Returns `pooled_effect`, `pooled_se`, `pooled_ci_lower/upper`, `pooled_z`, `pooled_p_value`, a `heterogeneity` block (`Q`, `Q_df`, `Q_p_value`, `I_squared`, `tau_squared`), and `per_study` weights + CIs.

> **Scale foot-gun — read this.** `MetaAnalysis_run` pools *whatever scale you hand it* and has no idea your inputs were ratios. For an OR/RR/HR you MUST pass the **log-transformed** `effect_size` + `se` from Step 1 (e.g. `ln(1.42)=0.351`, not `1.42`) — feeding raw ratios silently produces a wrong pooled value with no error. And the values it returns — including its prose `interpretation` string — are on that **same log scale**. So: **ignore the tool's `interpretation` field for ratios, and `exp()` the `pooled_effect` and CI bounds back to the OR/RR/HR scale yourself before reporting.** The helper script avoids all of this — it takes raw ORs, tracks the scale, and prints results already back-transformed.

## Step 4 — Interpret heterogeneity (decides the story)

| I² | Heterogeneity | What it means |
|---|---|---|
| 0–25% | Low | Studies largely agree; fixed-effects is defensible |
| 25–50% | Moderate | Prefer random-effects; note the variability |
| 50–75% | Substantial | Random-effects; investigate sources (subgroup / meta-regression) |
| >75% | Considerable | Pooling may be inappropriate — explain *why* studies differ instead |

- `Q_p_value < 0.10` → statistically significant heterogeneity (Q is low-powered, so 0.10 not 0.05).
- `tau_squared` is the between-study variance on the effect scale; `> 0` is what random-effects adds over fixed.
- **Borderline I² (≈25–50%) with a non-significant Q (`Q_p_value ≫ 0.10`), especially with few studies:** fixed and random-effects converge — report **random-effects as primary** and note that fixed-effects agrees.
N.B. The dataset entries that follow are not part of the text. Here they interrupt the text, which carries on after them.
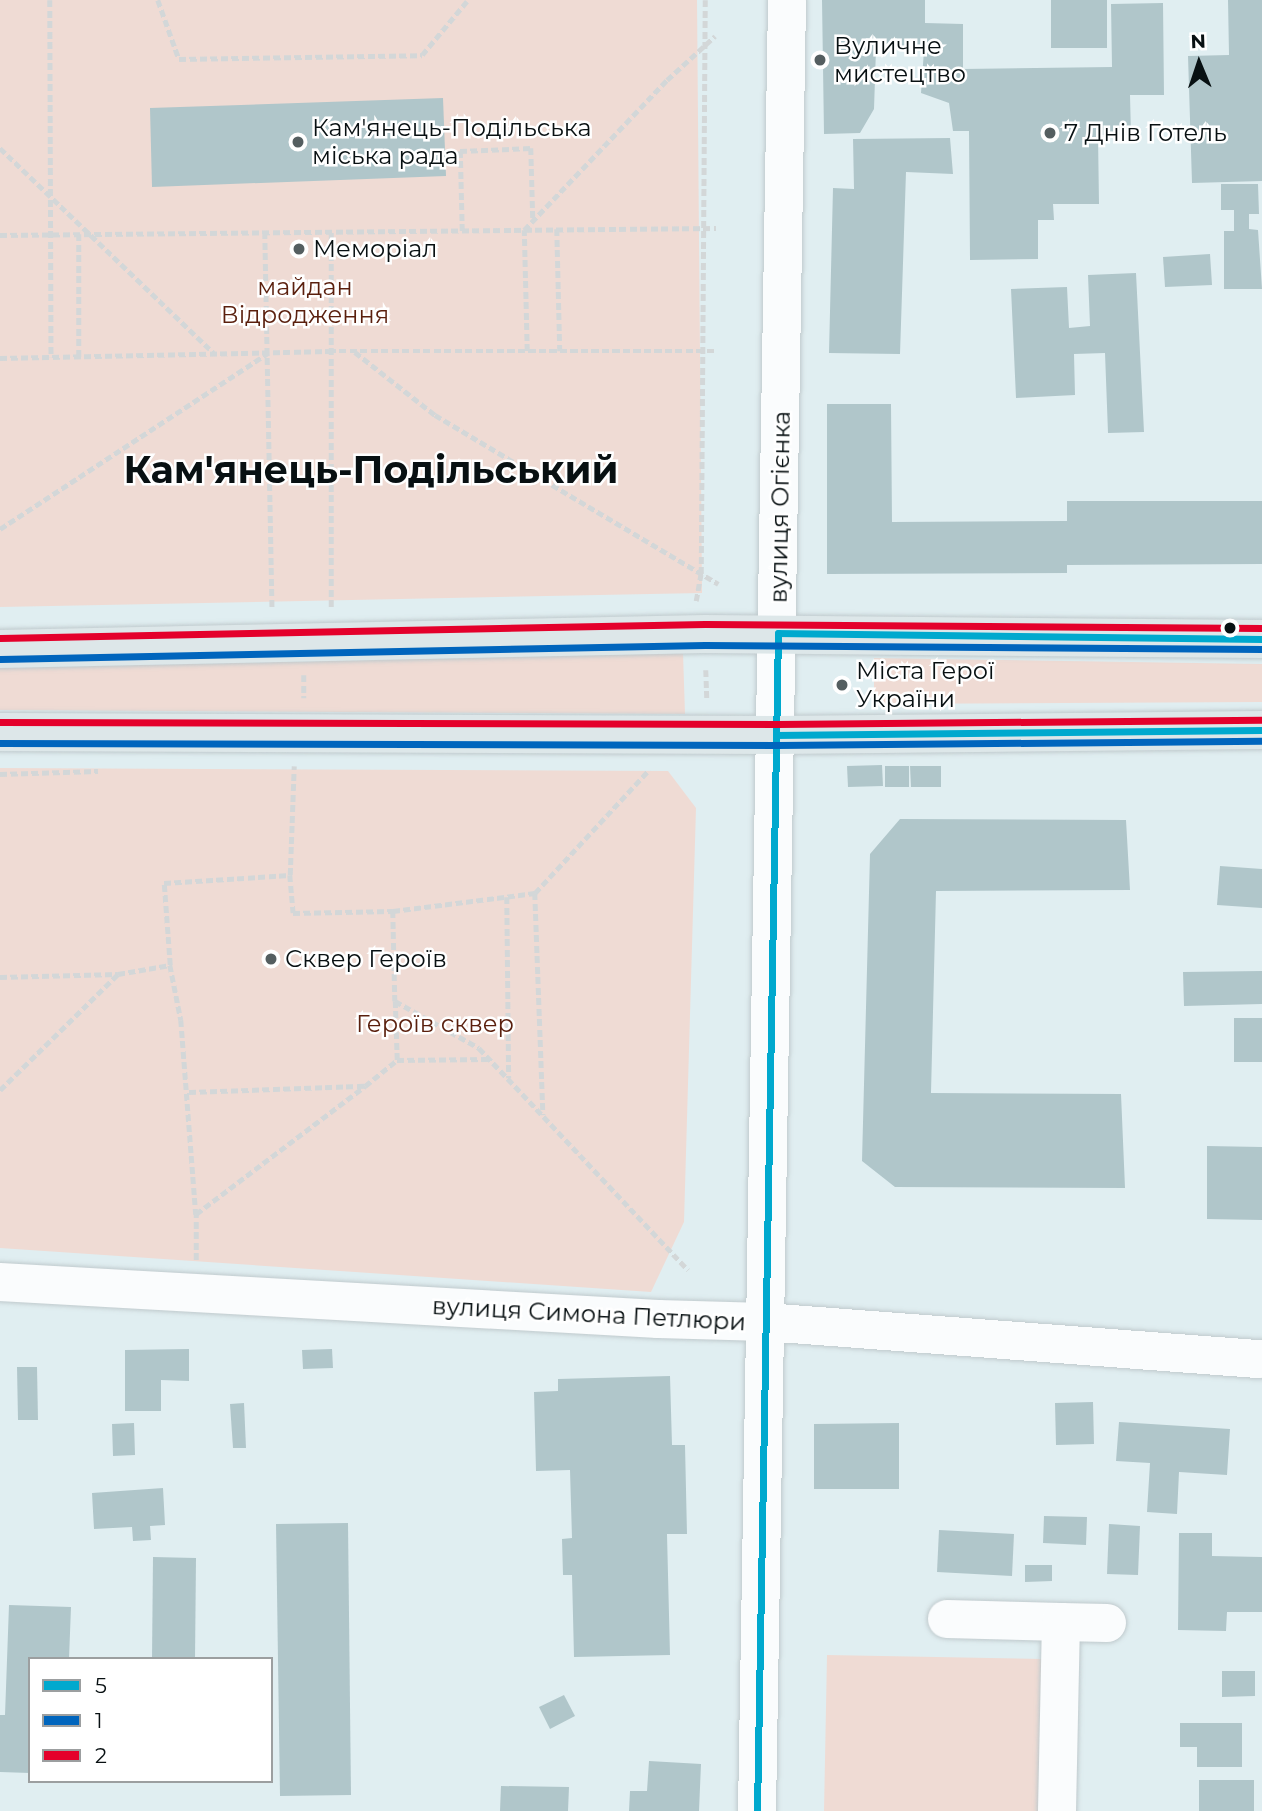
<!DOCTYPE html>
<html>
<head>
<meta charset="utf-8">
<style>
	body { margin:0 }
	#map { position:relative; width:1262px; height:1811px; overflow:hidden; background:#e0eef1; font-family:Montserrat,sans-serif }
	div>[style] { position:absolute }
	.green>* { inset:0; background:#efdbd4 }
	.building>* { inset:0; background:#b0c6ca }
	.path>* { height:4.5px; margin-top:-2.25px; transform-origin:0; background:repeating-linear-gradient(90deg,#d3d7d8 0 7px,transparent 0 10.5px) }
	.roads { filter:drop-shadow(0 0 2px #c0cacd) drop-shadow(0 0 2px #c0cacd) }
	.minor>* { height:38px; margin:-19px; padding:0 19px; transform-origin:19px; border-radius:19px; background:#fafcfd }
	.major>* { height:38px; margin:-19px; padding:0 19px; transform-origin:19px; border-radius:19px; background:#dde7e9 }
	.bus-1>* { height:7px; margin:-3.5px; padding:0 3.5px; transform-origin:3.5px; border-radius:3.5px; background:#00a9ce }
	.bus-2>* { height:7px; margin:-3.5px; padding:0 3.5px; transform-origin:3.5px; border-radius:3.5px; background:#0065bd }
	.bus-3>* { height:7px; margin:-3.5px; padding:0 3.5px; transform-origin:3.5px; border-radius:3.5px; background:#e4002b }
	.dots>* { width:19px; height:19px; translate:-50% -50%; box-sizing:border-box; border:4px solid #fff; border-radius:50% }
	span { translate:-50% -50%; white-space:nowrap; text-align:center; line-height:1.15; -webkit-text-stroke:5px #fff; paint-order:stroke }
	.poi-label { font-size:24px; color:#081012 }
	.left { translate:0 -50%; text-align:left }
	.park-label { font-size:24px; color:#5a1f0d }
	.street-label { font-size:24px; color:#081012 }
	.town-label { font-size:38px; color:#081012; font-weight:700 }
	.legend { position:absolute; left:28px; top:1657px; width:245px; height:126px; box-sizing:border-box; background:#fff; border:2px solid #9c9fa0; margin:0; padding:9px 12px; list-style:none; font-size:21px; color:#081012 }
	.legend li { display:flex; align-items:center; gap:14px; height:35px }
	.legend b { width:35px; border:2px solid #9c9fa0 }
	.north { position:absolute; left:1164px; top:28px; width:70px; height:70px; -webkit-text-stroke:5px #fff; paint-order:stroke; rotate:358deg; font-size:19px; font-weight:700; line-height:28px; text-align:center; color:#081012 }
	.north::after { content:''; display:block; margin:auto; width:24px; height:32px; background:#081012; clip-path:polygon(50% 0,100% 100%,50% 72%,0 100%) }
</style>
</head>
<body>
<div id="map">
	<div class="green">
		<div style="clip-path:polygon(0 0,697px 0,702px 593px,0 607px)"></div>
		<div style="clip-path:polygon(683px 653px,685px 714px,0 710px,0 668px)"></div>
		<div style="clip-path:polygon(874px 658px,1262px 664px,1262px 702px,874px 704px)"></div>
		<div style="clip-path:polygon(0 768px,668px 771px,696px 808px,684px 1222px,651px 1292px,0 1248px)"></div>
		<div style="clip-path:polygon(827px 1655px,1044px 1659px,1041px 1811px,824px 1811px)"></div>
	</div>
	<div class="building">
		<div style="clip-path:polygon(822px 0,925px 0,925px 23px,963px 24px,963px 69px,1112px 67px,1111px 4px,1163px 3px,1164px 95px,1130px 95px,1131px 135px,1098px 135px,1099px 204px,1053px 204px,1054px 220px,1038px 220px,1038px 259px,970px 260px,969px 131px,953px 131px,949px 103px,921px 93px,924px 50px,876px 49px,874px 109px,860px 133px,824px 134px)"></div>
		<div style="clip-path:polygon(1051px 0,1107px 0,1107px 48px,1051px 48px)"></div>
		<div style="clip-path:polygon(1228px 0,1262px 0,1262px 181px,1192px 183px,1188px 56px,1229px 55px)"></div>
		<div style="clip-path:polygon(443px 98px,446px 176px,152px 187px,150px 108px)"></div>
		<div style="clip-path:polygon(950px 138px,953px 174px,906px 172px,900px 354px,829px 353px,833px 188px,854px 189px,853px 139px)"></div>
		<div style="clip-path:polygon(1221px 184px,1258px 184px,1259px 214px,1249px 214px,1249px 229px,1258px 230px,1262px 289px,1224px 289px,1224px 231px,1234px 231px,1234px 210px,1221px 210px)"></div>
		<div style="clip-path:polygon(1210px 254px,1212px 285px,1165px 287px,1163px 257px)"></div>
		<div style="clip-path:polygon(1136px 273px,1144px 432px,1108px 433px,1105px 353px,1074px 354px,1075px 395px,1016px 398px,1011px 289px,1067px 287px,1069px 328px,1090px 326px,1088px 275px)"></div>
		<div style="clip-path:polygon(827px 404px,891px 404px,892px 522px,1067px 521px,1067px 501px,1262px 501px,1262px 564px,1067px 565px,1067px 573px,827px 574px)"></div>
		<div style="clip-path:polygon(882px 765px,883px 786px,848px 787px,847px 766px)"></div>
		<div style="clip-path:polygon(885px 766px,909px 766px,909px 787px,885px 787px)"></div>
		<div style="clip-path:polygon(910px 766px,941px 766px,941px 787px,911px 787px)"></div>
		<div style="clip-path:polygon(900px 819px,1126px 820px,1130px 890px,936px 891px,931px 1093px,1121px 1094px,1125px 1188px,895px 1187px,862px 1161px,870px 854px)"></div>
		<div style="clip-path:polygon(1220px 866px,1262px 869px,1262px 908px,1217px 905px)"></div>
		<div style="clip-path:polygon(1262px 971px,1262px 1004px,1184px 1006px,1183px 972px)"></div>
		<div style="clip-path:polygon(1234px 1018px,1262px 1018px,1262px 1062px,1234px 1062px)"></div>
		<div style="clip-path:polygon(1207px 1146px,1262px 1147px,1262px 1220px,1207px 1219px)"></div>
		<div style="clip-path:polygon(189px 1349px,189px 1381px,161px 1380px,161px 1411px,125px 1411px,125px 1350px)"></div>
		<div style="clip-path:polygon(332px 1349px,333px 1368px,303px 1369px,302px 1350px)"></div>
		<div style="clip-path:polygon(17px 1367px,37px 1367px,38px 1420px,18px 1420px)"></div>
		<div style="clip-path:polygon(670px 1376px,672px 1445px,685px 1445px,687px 1534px,667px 1534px,670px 1655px,574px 1657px,572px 1575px,563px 1575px,562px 1539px,572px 1538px,570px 1470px,536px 1471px,534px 1392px,558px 1391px,558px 1379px)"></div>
		<div style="clip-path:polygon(1093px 1402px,1094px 1444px,1056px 1445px,1055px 1403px)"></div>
		<div style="clip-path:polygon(244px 1403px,246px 1448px,233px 1448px,230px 1404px)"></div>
		<div style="clip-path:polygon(1119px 1422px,1230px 1429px,1227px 1475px,1179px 1472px,1177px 1514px,1147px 1512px,1150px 1463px,1116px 1461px)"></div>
		<div style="clip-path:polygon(134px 1423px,135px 1455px,113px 1456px,112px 1424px)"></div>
		<div style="clip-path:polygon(899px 1423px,899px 1489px,814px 1489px,814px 1424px)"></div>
		<div style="clip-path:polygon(163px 1488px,165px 1525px,150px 1526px,151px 1540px,133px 1541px,132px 1527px,94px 1529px,92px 1493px)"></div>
		<div style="clip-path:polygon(1044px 1516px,1087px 1517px,1086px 1545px,1043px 1543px)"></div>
		<div style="clip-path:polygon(348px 1523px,351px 1795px,280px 1796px,276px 1524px)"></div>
		<div style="clip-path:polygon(1109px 1524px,1140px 1526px,1138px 1575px,1107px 1574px)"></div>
		<div style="clip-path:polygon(939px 1530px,1014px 1534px,1012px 1576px,937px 1572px)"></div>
		<div style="clip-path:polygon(1179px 1533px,1212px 1533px,1212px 1556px,1262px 1557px,1262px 1612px,1227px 1612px,1226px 1631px,1178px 1630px)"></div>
		<div style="clip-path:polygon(153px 1557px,196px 1558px,195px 1659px,152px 1659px)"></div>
		<div style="clip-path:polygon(1025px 1565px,1052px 1565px,1052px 1581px,1025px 1582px)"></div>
		<div style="clip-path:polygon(9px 1605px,71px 1607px,69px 1659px,30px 1659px,30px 1773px,0 1772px,0 1715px,5px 1715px)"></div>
		<div style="clip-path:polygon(1222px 1671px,1255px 1671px,1255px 1696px,1222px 1697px)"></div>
		<div style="clip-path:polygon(564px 1695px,575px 1716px,550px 1729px,539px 1707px)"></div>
		<div style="clip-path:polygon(1180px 1723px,1242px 1723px,1242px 1767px,1197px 1767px,1197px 1747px,1180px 1747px)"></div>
		<div style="clip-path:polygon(649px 1761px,701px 1764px,699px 1811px,629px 1811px,630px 1791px,647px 1791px)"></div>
		<div style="clip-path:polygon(1199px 1780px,1254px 1780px,1254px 1811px,1199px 1811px)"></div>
		<div style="clip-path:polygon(501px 1786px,569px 1787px,568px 1811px,500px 1811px)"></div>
	</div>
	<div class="path">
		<div style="left:50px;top:0;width:357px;rotate:89.8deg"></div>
		<div style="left:158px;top:0;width:63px;rotate:70.4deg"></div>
		<div style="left:179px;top:59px;width:243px;rotate:-0.9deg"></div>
		<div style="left:422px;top:55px;width:70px;rotate:-50.2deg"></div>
		<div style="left:0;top:148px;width:296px;rotate:43.8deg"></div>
		<div style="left:557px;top:229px;width:122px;rotate:88.6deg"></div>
		<div style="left:462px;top:231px;width:80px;rotate:-91.4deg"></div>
		<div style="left:460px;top:151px;width:71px;rotate:-2.4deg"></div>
		<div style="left:531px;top:148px;width:72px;rotate:88.4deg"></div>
		<div style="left:265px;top:232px;width:376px;rotate:88.9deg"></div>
		<div style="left:79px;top:234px;width:123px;rotate:90deg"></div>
		<div style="left:0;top:235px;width:716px;rotate:-0.56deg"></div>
		<div style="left:527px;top:351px;width:121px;rotate:-91.4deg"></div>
		<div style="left:524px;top:230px;width:207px;rotate:-46.4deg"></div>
		<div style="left:667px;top:80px;width:65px;rotate:-42.5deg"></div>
		<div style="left:355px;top:352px;width:102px;rotate:38.2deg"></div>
		<div style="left:435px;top:415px;width:330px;rotate:30.8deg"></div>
		<div style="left:0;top:358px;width:329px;rotate:-1.2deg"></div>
		<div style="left:329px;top:351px;width:387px"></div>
		<div style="left:0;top:529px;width:321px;rotate:-33.3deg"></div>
		<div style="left:696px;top:601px;width:27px;rotate:-80deg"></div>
		<div style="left:701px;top:574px;width:574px;rotate:-89.6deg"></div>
		<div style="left:331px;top:607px;width:376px;rotate:-90deg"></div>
		<div style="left:706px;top:670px;width:30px;rotate:88deg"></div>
		<div style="left:304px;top:675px;width:23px;rotate:90deg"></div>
		<div style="left:0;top:774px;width:98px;rotate:-1.8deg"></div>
		<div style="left:290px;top:875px;width:38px;rotate:85deg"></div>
		<div style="left:293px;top:913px;width:100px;rotate:-1.1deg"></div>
		<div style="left:393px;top:911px;width:90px;rotate:88.7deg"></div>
		<div style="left:535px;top:893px;width:222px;rotate:87.9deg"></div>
		<div style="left:507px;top:897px;width:181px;rotate:89.4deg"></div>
		<div style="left:393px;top:911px;width:143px;rotate:-7.2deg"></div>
		<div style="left:535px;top:893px;width:168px;rotate:-47.2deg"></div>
		<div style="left:170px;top:965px;width:82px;rotate:-94.2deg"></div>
		<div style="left:164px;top:883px;width:126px;rotate:-3.6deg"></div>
		<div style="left:290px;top:875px;width:109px;rotate:-87.9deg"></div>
		<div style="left:0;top:977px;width:118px;rotate:-1.5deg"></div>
		<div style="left:118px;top:974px;width:53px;rotate:-9.8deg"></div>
		<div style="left:170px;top:965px;width:56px;rotate:78.7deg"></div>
		<div style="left:181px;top:1020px;width:195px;rotate:85.6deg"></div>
		<div style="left:397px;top:1060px;width:92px;rotate:-0.6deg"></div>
		<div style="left:0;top:1090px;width:165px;rotate:-44.5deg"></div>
		<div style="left:189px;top:1092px;width:176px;rotate:-2deg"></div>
		<div style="left:365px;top:1086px;width:41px;rotate:-39.1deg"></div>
		<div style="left:397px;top:1060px;width:59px;rotate:-91.9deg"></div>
		<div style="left:395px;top:1001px;width:96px;rotate:29.2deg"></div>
		<div style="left:479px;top:1048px;width:305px;rotate:46.7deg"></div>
		<div style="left:196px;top:1260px;width:46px;rotate:-90deg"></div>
		<div style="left:196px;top:1214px;width:212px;rotate:-37.1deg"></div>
	</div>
	<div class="roads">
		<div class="minor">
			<div style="left:0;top:1282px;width:659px;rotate:3.22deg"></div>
			<div style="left:658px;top:1319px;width:107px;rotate:1.6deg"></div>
			<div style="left:765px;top:1322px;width:498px;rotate:4.3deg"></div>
			<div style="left:947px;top:1619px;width:114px;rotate:1.5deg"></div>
			<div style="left:757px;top:1811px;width:1811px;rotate:-89.05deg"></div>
			<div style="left:1057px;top:1811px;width:189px;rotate:-88.8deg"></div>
			<div style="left:1061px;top:1622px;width:46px;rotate:1.2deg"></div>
		</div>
		<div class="major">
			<div style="left:0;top:649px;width:705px;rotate:-1.22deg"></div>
			<div style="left:705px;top:634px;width:557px;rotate:0.51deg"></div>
			<div style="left:0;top:732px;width:777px;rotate:0.22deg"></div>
			<div style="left:777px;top:735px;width:485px;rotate:-0.6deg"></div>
		</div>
	</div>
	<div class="bus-1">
		<div style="left:777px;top:735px;width:485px;rotate:-0.6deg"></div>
		<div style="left:757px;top:1811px;width:1178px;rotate:-88.98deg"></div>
		<div style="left:778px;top:633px;width:484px;rotate:0.7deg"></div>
	</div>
	<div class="bus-2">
		<div style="left:0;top:659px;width:705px;rotate:-1.14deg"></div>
		<div style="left:705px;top:645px;width:557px;rotate:0.41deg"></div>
		<div style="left:0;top:743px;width:777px;rotate:0.15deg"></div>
		<div style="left:777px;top:745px;width:485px;rotate:-0.5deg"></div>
	</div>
	<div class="bus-3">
		<div style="left:0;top:638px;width:705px;rotate:-1.14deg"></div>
		<div style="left:705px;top:624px;width:557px;rotate:0.41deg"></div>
		<div style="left:0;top:722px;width:777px;rotate:0.15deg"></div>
		<div style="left:777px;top:724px;width:485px;rotate:-0.5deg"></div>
	</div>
	<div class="dots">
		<div style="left:820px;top:60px;background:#545e60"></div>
		<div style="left:1050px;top:133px;background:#545e60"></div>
		<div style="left:298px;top:142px;background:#545e60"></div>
		<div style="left:299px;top:249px;background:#545e60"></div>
		<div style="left:1230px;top:628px;background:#081012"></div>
		<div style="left:842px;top:685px;background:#545e60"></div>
		<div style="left:271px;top:959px;background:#545e60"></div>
	</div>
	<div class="poi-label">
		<span class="left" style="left:834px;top:60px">Вуличне<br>мистецтво</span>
		<span class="left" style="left:312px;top:142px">Кам'янець-Подільська<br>міська рада</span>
		<span class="left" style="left:1064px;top:133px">7 Днів Готель</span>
		<span class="left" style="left:313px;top:249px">Меморіал</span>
		<span class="left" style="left:856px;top:685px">Міста Герої<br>України</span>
		<span class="left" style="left:285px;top:959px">Сквер Героїв</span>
	</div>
	<div class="park-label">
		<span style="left:305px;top:301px">майдан<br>Відродження</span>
		<span style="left:435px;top:1024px">Героїв сквер</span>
	</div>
	<div class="street-label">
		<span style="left:780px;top:507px;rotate:-89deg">вулиця Огієнка</span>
		<span style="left:589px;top:1314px;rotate:3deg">вулиця Симона Петлюри</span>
	</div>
	<div class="town-label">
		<span style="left:371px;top:470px">Кам'янець-Подільський</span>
	</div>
	<ul class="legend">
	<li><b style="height:9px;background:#00a9ce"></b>5</li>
	<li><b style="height:9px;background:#0065bd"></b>1</li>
	<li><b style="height:9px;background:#e4002b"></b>2</li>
	</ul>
	<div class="north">N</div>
</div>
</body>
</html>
Don't agonize over the model choice when both give essentially the same pooled estimate.

## Step 5 — Forest plot + report

The script prints a text forest plot (per-study effect, CI, weight%, and the pooled diamond). Report, in order:
1. Pooled estimate + 95% CI + p (on the **interpretable** scale — exponentiate ratios back).
2. Number of studies and total N.
3. Heterogeneity: I² + Q p-value + the model you chose and why.
4. Direction/consistency: do all studies point the same way?